Is The Conjuring an apt title for this fairly prosaic but competently made supernatural horror? Who or what precisely is conjured? The demon Bathsheba – the name of the woman who in the Hebrew Bible was summoned by King David owing to her good looks, beginning a sordid tale of adultery and the early death by way of punishment of their first born – is already present, lying in wait in the basement of the dilapidated farmhouse in Harrisville, Rhode Island, after in 1863 she sacrificed her week-old child to the devil and swiftly hung herself from the branch of the big tree overlooking the lake. Bathsheba placed some unspecified curse over the land. She is not fond of visitors, much less of would-be residents, and going out of her way to make family life a living hell, she hardly needs to be conjured to make her presence felt.

Nor is an exorcism – of the type eventually carried out by Ed Warren (Patrick Wilson), husband to Lorraine (Vera Farmiga), the couple a pair of paranormal investigators – really a form of conjuring. An exorcism evicts a demon rather than calls one forth. But of course The Exorcist and Paranormal Activity were already taken, and Harrisville, Rhode Island would not have given itself to a series dependent upon the occasional change of locale. Lorraine Warren, who in the latter half of the movie repeats the refrain ‘it possesses the mother to kill the child’, unlike her self-taught husband works by means of clairvoyance, catching fleeting visions of demonic spirits and of the emotional histories of those she seeks to help. Alas The Clairvoyant, twice, and The Possession, just one year prior, had also already been had.
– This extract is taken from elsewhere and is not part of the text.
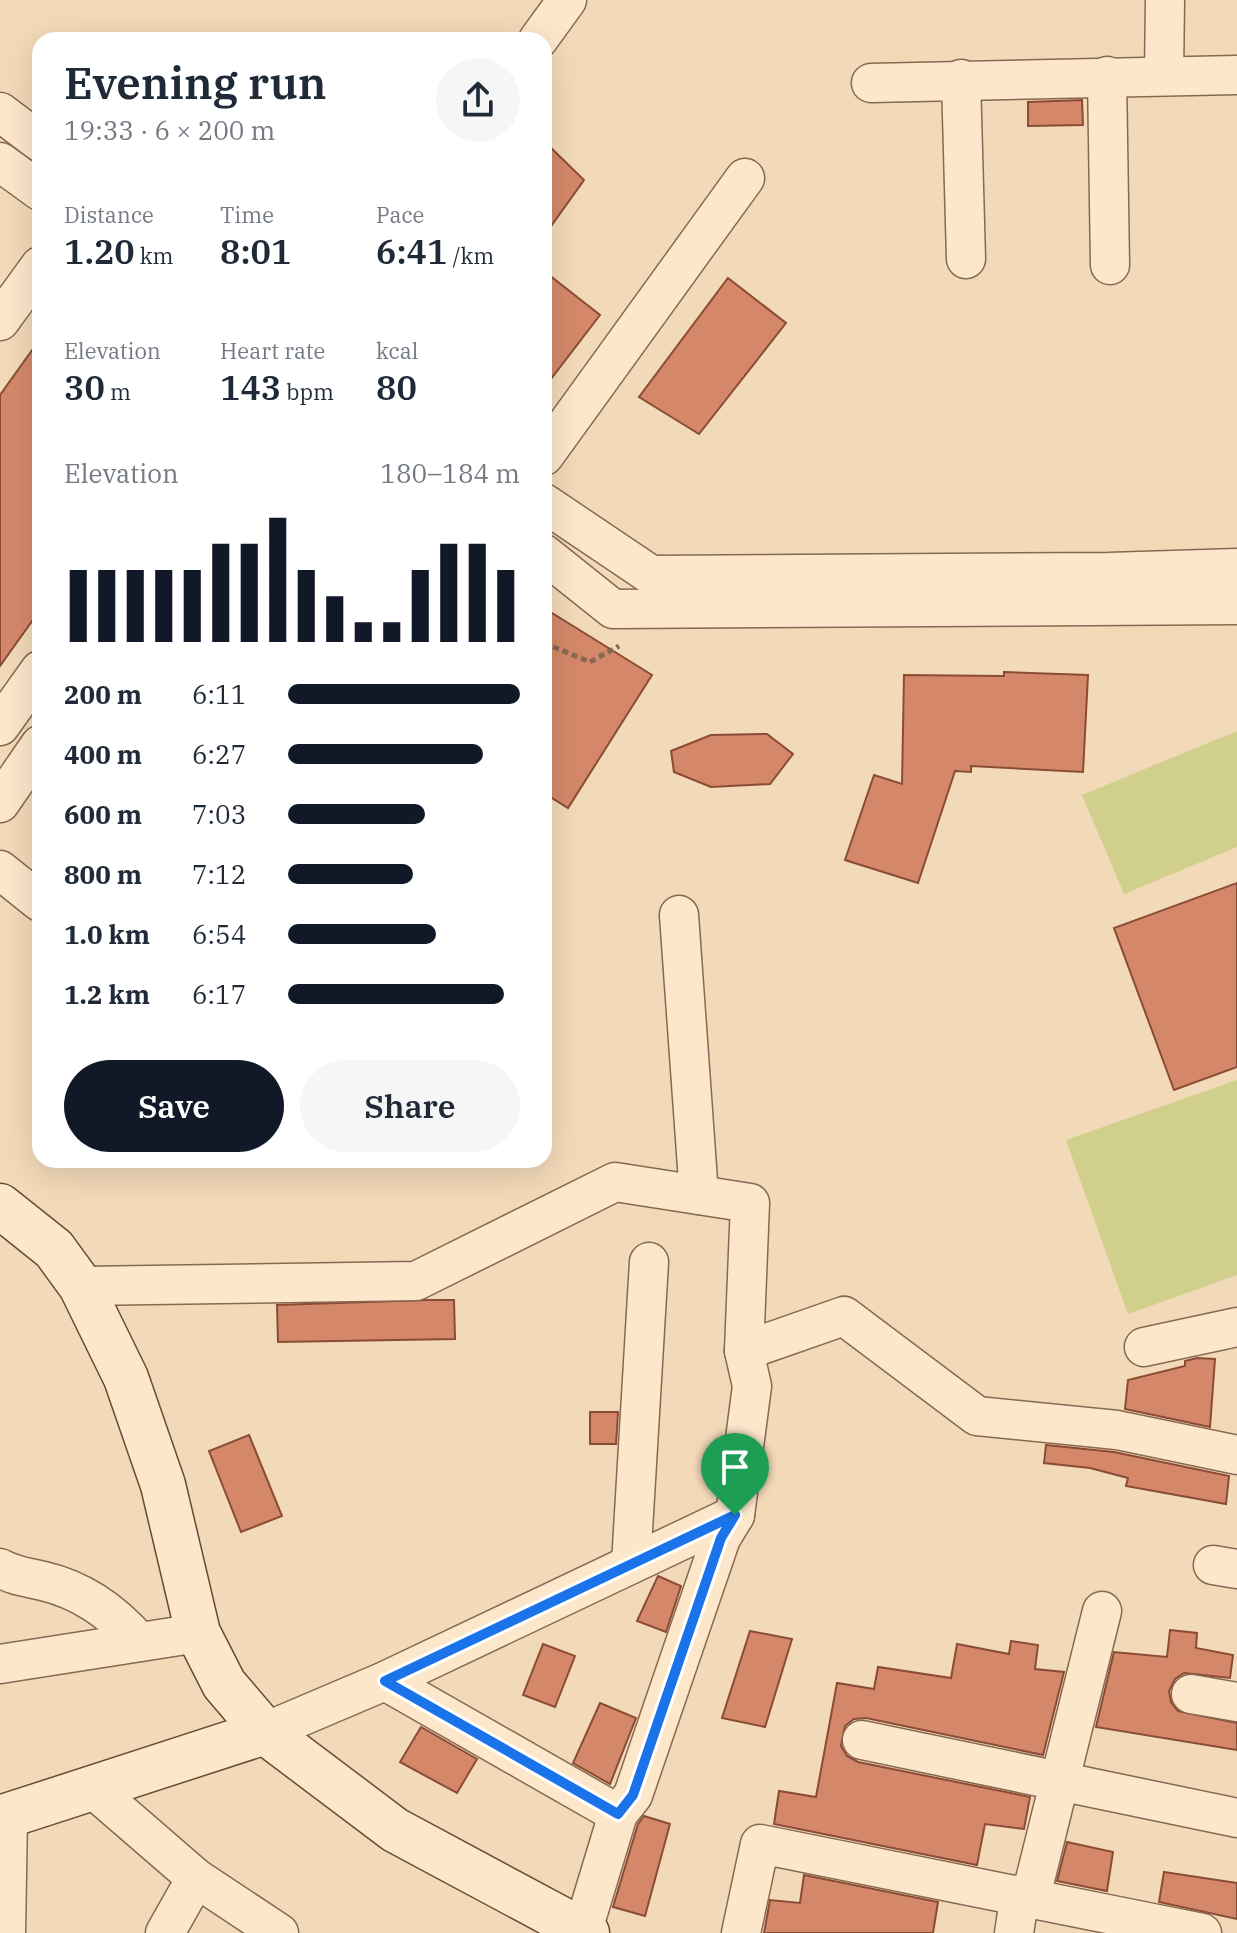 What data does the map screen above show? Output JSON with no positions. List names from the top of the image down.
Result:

So The Conjuring it is then, and it’s a straightforward tale, set in 1971, drawing lightly on a wealth of horror flicks, The Exorcist, The Amityville Horror which also features the real-life Warrens, and a ream of other pulpish haunted house fare, without ever trying to evoke a narrow atmosphere or an authentic sense of the period. The Perron family move into their fully-furnished rural fixer-upper with their five kids, and after they stumble backwards into the boarded-off basement thanks to a game of hide-and-seek, things quickly start going bump in the night.

There’s what might count as a very minor twist when it turns out that the demon is trying to possess the Perron mother rather than one of the kids: the youngest, who through the reflection in a music box befriends a pallid-faced dead boy, and another who incessantly bangs her head while sleepwalking, initially seem like better candidates. The only really unsettling moment comes when a disembodied pair of hands emerges from the darkness with a clap.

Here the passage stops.